MESTRE (VENEZIA) (ITALPRESS) – A seguito dell'attività di accertamento svolta lo scorso anno sulle attività economiche, emerge come la maggiore imposta media accertata dall'Agenzia delle Entrate per ogni singola grande azienda sia pari a poco più di 1 milione di euro, per la media impresa di 365.111 euro e per la piccola di 63.606 euro. In altre parole, l'entità dell'evasione contestata alle grandi imprese è risultata essere 16 volte superiore a quella delle piccole aziende e dei lavoratori autonomi (nel 2017 era stata pari a 18).
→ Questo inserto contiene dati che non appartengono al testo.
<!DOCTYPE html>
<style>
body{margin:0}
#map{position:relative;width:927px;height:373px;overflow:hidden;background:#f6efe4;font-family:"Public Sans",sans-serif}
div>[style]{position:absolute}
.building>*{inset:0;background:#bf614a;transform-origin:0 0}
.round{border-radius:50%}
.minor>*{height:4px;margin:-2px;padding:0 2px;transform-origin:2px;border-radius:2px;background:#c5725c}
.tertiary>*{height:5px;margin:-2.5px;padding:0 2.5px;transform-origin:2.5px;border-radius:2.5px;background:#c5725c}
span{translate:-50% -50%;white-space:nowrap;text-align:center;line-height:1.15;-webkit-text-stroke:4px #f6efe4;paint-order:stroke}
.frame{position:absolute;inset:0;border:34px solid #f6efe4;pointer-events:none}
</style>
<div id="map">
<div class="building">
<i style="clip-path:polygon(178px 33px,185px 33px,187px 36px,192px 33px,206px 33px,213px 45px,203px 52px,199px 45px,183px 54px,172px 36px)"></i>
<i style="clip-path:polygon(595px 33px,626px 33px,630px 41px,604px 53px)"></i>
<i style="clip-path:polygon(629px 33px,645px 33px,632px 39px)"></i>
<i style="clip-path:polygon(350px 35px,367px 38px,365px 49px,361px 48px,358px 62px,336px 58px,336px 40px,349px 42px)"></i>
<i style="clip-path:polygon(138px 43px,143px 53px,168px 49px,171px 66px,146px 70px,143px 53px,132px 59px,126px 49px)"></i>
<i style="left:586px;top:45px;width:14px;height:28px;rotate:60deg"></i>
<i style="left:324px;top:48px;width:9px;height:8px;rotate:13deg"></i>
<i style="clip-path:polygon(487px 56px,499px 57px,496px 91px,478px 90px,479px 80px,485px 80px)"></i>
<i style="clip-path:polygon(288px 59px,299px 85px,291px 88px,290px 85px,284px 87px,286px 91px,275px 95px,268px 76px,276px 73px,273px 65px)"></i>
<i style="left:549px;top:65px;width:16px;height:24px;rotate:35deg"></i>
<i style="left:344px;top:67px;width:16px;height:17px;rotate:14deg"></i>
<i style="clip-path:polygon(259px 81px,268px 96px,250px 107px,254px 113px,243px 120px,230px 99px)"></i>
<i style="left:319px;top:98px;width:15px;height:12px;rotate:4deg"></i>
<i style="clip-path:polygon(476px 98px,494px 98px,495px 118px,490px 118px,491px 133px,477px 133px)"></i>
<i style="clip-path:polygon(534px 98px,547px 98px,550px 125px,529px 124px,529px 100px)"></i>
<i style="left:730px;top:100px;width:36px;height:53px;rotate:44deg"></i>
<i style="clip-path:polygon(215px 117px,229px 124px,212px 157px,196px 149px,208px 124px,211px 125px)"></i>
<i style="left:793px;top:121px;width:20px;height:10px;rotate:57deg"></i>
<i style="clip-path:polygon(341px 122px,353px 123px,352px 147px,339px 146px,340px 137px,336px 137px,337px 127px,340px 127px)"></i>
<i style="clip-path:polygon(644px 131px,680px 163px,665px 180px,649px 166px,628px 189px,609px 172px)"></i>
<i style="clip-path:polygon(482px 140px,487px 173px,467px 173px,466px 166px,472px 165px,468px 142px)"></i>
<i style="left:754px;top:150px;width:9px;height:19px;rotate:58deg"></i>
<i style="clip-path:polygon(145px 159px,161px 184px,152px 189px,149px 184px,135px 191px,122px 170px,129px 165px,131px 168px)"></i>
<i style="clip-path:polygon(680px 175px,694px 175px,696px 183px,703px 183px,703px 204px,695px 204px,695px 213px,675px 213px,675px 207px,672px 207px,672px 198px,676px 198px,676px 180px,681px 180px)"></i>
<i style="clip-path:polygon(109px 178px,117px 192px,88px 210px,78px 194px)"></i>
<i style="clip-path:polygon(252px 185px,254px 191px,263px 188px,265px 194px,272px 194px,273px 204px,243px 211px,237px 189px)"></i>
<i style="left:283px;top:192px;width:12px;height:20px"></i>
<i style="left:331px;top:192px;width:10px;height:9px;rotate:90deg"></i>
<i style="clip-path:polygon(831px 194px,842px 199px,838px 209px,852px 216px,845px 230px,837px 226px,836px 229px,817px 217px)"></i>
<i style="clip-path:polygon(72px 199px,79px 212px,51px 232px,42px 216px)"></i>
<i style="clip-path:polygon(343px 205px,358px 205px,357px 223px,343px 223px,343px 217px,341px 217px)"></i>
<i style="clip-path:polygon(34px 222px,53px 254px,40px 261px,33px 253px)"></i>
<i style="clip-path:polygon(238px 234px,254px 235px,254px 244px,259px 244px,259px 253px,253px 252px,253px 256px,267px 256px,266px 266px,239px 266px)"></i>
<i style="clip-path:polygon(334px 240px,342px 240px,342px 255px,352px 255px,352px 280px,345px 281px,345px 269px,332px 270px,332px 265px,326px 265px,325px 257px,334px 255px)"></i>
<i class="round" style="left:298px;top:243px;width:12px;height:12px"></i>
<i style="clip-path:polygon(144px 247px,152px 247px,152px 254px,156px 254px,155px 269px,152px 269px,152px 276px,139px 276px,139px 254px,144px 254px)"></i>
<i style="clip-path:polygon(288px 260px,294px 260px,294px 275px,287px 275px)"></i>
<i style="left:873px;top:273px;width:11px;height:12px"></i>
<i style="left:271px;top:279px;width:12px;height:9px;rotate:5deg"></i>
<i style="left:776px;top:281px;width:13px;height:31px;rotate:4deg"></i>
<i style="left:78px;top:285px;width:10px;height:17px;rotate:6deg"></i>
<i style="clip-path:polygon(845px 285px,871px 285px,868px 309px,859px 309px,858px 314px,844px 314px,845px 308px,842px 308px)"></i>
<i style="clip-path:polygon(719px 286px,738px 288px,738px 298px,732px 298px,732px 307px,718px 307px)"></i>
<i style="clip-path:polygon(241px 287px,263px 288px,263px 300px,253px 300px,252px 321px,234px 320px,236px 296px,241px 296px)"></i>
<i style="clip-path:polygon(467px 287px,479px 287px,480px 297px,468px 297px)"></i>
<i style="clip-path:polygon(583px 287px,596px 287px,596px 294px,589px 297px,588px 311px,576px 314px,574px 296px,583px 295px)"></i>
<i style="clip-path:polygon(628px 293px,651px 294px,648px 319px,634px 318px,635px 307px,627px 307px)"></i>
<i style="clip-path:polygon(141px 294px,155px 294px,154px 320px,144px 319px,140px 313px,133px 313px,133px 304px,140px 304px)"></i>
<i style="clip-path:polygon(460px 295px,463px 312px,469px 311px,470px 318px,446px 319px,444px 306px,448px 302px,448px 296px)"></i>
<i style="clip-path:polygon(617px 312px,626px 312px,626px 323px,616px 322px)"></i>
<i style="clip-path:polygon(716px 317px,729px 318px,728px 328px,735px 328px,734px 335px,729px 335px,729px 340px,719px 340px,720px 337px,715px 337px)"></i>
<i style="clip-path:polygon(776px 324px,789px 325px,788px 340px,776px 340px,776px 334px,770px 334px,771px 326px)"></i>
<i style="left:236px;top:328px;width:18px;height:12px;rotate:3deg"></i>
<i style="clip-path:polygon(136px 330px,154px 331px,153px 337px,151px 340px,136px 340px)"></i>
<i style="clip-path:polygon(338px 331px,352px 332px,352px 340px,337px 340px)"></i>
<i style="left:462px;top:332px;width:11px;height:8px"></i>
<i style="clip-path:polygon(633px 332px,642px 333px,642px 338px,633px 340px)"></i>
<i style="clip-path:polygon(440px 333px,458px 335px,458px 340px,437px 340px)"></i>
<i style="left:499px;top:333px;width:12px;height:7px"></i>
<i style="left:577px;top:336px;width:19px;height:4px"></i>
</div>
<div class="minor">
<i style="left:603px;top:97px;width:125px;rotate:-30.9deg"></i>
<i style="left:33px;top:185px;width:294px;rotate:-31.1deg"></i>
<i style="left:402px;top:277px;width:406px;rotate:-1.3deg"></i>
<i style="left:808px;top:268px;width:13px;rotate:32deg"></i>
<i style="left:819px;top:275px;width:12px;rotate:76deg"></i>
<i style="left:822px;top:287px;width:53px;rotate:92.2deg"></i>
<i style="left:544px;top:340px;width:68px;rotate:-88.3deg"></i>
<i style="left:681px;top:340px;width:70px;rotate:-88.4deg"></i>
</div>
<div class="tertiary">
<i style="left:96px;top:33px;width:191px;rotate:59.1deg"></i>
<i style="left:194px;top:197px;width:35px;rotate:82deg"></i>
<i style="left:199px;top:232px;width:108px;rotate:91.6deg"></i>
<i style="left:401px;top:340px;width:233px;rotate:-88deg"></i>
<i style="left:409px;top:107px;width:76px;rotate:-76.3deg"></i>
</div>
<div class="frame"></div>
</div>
E' quanto sottolinea in una nota la Cgia.

"Questi dati – dichiara il coordinatore dell'Ufficio studi Paolo Zabeo – ci dicono che la potenziale dimensione dell'infedeltà fiscale delle grandi aziende è enormemente superiore a quella delle piccole. Ovviamente, nessuno di noi auspica che il Paese si trasformi in uno Stato di polizia tributaria; tuttavia, una maggiore attenzione verso questi soggetti sarebbe auspicabile, visto che le modalità di evasione delle holding non è ascrivibile alla mancata emissione di scontrini o ricevute, bensì al ricorso alle frodi doganali, alle frodi carosello, alle operazioni estero su estero e alle compensazioni indebite. Reati, quest'ultimi, che non verranno nemmeno sfiorati dalle misure di contrasto all'utilizzo del contante che il Governo metterà a punto nelle prossime settimane".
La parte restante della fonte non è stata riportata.